From the entries that follow, list every line in which the string "service" appears.

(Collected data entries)
- Opening Delimiter -

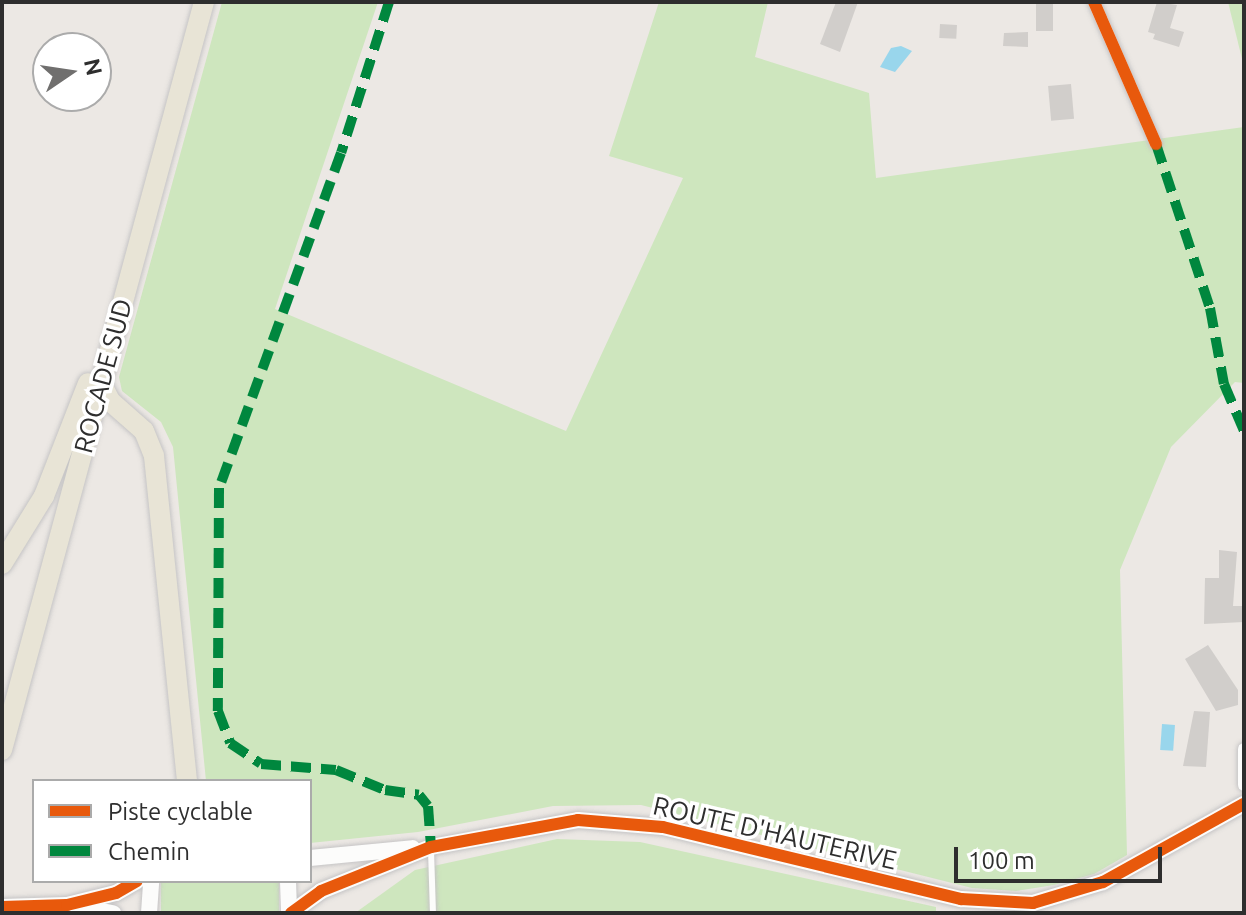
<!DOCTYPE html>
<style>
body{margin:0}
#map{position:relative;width:1246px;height:915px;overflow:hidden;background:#ece8e4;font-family:Ubuntu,sans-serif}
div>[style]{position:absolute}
.green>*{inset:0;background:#cee6be;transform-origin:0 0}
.water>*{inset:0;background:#99d6ec;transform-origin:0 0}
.building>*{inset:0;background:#d1cecb;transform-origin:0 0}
.roads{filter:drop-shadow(0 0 2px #c5c4c5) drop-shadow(0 0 2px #c5c4c5)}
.service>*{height:6px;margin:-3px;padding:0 3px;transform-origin:3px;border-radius:3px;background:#fcfcfb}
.minor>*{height:12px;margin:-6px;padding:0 6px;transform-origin:6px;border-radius:6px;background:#fcfcfb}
.tertiary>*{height:16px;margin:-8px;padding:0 8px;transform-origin:8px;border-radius:8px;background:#fcfcfb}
.primary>*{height:20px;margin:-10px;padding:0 10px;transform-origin:10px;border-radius:10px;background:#e8e4d6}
.quiet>*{height:10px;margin-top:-5px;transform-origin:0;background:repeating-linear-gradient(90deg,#00873e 0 20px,transparent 0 30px)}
.cycleway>*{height:12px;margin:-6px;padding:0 6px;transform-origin:6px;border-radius:6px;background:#e8590c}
span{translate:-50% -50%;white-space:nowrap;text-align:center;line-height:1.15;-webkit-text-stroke:7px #fff;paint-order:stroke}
.street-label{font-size:26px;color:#2e2e2e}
.frame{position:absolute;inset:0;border:4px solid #2e2e2e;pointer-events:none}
.legend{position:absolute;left:32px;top:779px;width:280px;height:104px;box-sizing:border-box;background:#fff;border:2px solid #ababab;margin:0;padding:10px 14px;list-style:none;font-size:24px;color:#2e2e2e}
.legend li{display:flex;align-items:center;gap:16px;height:40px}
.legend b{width:40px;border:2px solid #ababab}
.north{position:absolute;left:32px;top:32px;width:80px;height:80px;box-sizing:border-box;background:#fff;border:2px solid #ababab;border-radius:50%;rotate:77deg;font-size:22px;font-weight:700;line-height:32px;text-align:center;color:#2e2e2e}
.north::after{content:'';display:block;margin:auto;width:28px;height:36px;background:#706f6e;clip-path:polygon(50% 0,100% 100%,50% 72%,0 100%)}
.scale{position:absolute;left:954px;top:847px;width:208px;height:36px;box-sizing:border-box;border:4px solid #2e2e2e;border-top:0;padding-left:10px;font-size:24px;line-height:28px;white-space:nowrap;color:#2e2e2e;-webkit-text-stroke:6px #fff;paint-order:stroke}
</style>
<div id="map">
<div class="green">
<i style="clip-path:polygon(222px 2px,378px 2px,275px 309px,566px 431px,683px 178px,609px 156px,659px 2px,768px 2px,755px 57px,869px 93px,876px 178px,1244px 127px,1244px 383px,1235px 382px,1171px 447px,1120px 570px,1127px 855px,1094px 874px,1054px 885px,1016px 891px,972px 888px,641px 805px,553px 806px,418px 832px,310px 843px,310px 781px,206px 781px,173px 447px,161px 422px,122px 391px,119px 377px)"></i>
<i style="clip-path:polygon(1228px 2px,1244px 2px,1244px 67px)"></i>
<i style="clip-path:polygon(557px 839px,640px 842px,936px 907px,936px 913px,355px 913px,415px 870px)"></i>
<i style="left:161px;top:881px;width:118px;height:32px"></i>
</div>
<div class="water">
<i style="clip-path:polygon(901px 46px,912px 51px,895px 72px,880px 67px,891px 48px)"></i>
<i style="left:1162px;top:724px;width:13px;height:26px;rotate:4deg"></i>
</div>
<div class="building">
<i style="clip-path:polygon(836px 2px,858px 2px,840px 52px,820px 44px)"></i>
<i style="left:1036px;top:2px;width:17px;height:29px"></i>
<i style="clip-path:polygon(1157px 2px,1177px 5px,1170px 28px,1184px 32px,1179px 47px,1153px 39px,1155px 34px,1148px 32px)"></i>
<i style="left:940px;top:24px;width:17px;height:14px;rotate:3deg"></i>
<i style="clip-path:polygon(1028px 32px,1028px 47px,1003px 46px,1004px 33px)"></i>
<i style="left:1071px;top:84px;width:35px;height:23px;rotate:85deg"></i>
<i style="clip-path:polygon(1219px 550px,1237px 552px,1233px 606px,1244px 606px,1244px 622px,1204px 624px,1205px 578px,1219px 578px)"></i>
<i style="clip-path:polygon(1208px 645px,1238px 690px,1238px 705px,1216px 711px,1185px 659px)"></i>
<i style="clip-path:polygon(1194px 711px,1210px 712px,1206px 767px,1183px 766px)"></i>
</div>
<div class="roads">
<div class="service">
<i style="left:431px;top:850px;width:63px;rotate:88.2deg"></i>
</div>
<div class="minor">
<i style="left:1094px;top:2px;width:155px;rotate:66.4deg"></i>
<i style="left:1244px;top:749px;width:36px;rotate:90deg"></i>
</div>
<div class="tertiary">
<i style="left:310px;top:858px;width:103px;rotate:-5.5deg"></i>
<i style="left:288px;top:881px;width:32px;rotate:88deg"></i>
<i style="left:76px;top:906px;width:38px;rotate:11deg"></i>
<i style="left:2px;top:907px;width:65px;rotate:-1.8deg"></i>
<i style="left:67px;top:905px;width:50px;rotate:-13.8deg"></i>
<i style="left:116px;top:893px;width:24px;rotate:-30deg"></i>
<i style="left:149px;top:913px;width:32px;rotate:-86deg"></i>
<i style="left:291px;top:913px;width:37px;rotate:-36deg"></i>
<i style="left:321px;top:891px;width:118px;rotate:-21.8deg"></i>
<i style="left:431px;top:847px;width:149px;rotate:-10.4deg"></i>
<i style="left:578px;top:820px;width:85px;rotate:4.7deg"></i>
<i style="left:663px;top:827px;width:307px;rotate:13.6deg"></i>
<i style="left:961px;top:899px;width:72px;rotate:3.2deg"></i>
<i style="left:1033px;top:903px;width:73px;rotate:-16.7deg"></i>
<i style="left:1103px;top:882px;width:161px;rotate:-29deg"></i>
</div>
<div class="primary">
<i style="left:101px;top:383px;width:20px;rotate:63deg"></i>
<i style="left:110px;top:401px;width:45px;rotate:41.4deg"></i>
<i style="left:144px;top:431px;width:27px;rotate:68deg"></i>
<i style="left:154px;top:456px;width:327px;rotate:84.2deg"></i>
<i style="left:2px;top:564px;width:80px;rotate:-58.3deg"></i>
<i style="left:44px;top:496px;width:121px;rotate:-68.7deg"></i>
<i style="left:2px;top:750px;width:775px;rotate:-74.89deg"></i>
</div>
</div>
<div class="quiet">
<i style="left:389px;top:2px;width:158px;rotate:107.6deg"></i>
<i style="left:341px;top:153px;width:357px;rotate:110deg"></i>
<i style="left:219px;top:488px;width:223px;rotate:90.3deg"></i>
<i style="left:218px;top:711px;width:34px;rotate:69deg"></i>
<i style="left:230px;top:743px;width:37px;rotate:34deg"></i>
<i style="left:261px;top:764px;width:75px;rotate:4.6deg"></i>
<i style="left:336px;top:770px;width:53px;rotate:22.2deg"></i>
<i style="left:385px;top:790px;width:34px;rotate:8deg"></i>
<i style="left:419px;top:795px;width:14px;rotate:51deg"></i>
<i style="left:428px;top:806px;width:41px;rotate:85.8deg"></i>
<i style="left:1156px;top:144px;width:173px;rotate:71.8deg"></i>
<i style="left:1210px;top:308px;width:77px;rotate:79.6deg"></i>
<i style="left:1224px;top:384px;width:51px;rotate:66.9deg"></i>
</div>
<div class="cycleway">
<i style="left:1094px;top:2px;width:155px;rotate:66.4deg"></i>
<i style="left:2px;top:907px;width:65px;rotate:-1.8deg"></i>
<i style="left:67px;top:905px;width:50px;rotate:-13.8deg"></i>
<i style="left:116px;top:893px;width:24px;rotate:-30deg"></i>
<i style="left:291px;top:913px;width:37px;rotate:-36deg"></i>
<i style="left:321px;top:891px;width:118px;rotate:-21.8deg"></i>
<i style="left:431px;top:847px;width:149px;rotate:-10.4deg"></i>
<i style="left:578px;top:820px;width:85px;rotate:4.7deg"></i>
<i style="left:663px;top:827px;width:307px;rotate:13.6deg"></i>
<i style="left:961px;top:899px;width:72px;rotate:3.2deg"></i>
<i style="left:1033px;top:903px;width:73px;rotate:-16.7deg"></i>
<i style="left:1103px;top:882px;width:161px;rotate:-29deg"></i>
</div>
<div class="street-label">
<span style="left:103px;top:376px;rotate:-75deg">ROCADE SUD</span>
<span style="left:775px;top:833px;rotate:13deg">ROUTE D'HAUTERIVE</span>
</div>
<div class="frame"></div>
<ul class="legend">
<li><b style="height:10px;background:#e8590c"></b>Piste cyclable</li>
<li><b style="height:10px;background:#00873e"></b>Chemin</li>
</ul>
<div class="north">N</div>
<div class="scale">100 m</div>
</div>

- Closing Delimiter -

→ **Problem solution**
.service>*{height:6px;margin:-3px;padding:0 3px;transform-origin:3px;border-radius:3px;background:#fcfcfb}
<div class="service">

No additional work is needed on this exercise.